Mr Santosa said he published the images to give
readers the full story on the cartoons issue. "We
just wanted to let people know about the cartoons,
which were being strongly protested at that time,"
he told the Associated Press news agency.
Mr Santos, who was formally arrested and charged
on Thursday, faces up to five years imprisonment
if found guilty, his lawyer said. Media freedom
watchdog Reporters without Borders condemned his
arrest and called for the charges to be withdrawn.
Survey reveals Muslim views on violence
Jakarta Post - July 28, 2006
Ridwan Max Sijabat, Jakarta — Up to 1.3 percent
of Indonesian Muslims nationwide admit using
violence against people or objects they consider
contradictory to their beliefs, a survey found,
with more than 40 percent ready to wage war for
their faith.
Acts of violence in the survey on religion and
violence by the Center for Islamic and Social
Studies (PPIM) ranged from 0.1 percent of
respondents admitting their involvement in
demolishing or arson of churches constructed
without official permits, to 1.3 percent who
committed “intimidation” against those they
considered had blasphemed Islam.

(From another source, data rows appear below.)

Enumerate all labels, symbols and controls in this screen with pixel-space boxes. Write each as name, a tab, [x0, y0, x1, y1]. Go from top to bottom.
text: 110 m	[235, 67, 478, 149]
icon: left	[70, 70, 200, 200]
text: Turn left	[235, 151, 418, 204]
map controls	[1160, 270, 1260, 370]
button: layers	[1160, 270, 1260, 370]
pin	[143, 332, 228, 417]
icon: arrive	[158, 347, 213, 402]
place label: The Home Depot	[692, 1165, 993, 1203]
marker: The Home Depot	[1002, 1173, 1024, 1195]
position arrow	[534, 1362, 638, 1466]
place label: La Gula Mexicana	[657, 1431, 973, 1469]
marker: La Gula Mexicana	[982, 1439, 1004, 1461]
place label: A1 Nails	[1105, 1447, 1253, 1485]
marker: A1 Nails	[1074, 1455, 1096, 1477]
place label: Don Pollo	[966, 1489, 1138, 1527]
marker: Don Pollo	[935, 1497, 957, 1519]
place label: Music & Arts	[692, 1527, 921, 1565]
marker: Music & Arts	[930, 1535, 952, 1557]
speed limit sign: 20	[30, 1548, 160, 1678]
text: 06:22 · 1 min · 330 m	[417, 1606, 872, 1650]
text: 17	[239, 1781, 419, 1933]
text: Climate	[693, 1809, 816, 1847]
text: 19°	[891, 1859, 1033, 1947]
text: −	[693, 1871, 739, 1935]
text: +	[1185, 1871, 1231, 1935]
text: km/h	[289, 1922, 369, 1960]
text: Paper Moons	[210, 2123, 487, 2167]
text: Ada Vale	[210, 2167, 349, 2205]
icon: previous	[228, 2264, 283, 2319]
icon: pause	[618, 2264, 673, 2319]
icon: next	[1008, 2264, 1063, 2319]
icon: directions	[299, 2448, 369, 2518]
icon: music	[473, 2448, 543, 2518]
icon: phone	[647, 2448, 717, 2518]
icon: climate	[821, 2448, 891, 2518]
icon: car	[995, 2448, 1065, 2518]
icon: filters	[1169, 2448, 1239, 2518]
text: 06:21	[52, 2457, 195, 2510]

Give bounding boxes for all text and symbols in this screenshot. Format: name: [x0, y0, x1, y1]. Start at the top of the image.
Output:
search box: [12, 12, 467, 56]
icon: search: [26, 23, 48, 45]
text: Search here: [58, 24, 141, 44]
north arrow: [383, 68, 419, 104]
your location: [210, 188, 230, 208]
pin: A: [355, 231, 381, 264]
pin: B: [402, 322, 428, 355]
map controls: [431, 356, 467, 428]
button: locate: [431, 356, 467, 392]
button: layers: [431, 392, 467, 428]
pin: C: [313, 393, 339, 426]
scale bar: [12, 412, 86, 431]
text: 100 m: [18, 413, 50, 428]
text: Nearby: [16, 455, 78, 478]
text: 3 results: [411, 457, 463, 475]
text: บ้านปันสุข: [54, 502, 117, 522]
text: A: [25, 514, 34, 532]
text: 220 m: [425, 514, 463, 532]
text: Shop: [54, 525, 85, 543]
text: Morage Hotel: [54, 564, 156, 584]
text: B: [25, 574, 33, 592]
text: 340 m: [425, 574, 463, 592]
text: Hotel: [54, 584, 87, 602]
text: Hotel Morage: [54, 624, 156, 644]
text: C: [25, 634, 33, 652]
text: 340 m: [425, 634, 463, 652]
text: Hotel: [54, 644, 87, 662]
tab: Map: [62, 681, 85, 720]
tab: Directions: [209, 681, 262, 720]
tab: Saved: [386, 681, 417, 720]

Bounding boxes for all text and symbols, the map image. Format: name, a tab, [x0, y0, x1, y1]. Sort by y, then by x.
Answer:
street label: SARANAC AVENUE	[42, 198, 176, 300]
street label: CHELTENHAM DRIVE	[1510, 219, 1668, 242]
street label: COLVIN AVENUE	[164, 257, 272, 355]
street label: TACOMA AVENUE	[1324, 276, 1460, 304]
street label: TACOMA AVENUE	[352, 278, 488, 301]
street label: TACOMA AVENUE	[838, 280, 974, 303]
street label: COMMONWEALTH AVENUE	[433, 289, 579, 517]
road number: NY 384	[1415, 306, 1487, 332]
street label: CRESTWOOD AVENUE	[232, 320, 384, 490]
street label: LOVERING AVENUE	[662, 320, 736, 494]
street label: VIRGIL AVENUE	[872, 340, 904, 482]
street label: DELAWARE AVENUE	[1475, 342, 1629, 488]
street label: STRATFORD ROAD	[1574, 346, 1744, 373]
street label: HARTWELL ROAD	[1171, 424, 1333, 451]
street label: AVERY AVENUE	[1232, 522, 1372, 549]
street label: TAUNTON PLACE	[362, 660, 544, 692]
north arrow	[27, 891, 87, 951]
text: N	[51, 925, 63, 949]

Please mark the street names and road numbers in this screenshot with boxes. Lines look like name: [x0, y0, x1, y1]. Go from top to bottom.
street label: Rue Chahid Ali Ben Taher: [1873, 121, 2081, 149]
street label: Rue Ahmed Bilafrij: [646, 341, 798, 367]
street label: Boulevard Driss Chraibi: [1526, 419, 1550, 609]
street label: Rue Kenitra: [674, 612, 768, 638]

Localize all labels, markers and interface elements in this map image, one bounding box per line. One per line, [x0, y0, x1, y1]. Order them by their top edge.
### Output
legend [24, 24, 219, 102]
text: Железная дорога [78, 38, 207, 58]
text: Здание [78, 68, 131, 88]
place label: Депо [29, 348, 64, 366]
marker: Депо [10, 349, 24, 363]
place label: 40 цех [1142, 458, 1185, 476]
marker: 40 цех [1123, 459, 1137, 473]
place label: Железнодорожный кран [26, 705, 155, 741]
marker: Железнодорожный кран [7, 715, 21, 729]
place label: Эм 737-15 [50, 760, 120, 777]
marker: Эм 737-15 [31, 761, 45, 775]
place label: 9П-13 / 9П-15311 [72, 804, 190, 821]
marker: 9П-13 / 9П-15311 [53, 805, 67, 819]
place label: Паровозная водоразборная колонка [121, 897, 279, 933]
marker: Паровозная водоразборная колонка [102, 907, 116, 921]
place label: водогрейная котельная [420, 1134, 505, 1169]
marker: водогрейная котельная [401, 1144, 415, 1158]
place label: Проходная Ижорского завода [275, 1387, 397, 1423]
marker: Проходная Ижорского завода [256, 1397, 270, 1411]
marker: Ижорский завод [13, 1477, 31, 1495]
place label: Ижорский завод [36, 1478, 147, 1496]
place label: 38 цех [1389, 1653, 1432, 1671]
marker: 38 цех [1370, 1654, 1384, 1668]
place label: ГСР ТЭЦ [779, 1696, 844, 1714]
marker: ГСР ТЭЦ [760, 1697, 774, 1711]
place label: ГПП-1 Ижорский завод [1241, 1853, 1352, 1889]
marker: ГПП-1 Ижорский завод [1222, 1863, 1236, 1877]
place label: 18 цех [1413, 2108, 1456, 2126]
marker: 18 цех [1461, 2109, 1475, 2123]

The survey
spanned 1,200 Muslims in 30 of the country’s 33
provinces.
"The percentage looks very small but it is very
high in its real figure when you note that 85
percent, or 200 million, of the country’s 230
million population are Muslims," PPIM researcher
Jajat Burhanudin said Thursday during the release
of the results.
However, other scholars said violence was
traditionally widespread in local cultures, and it
was unfair to blame Islam for its prevalence.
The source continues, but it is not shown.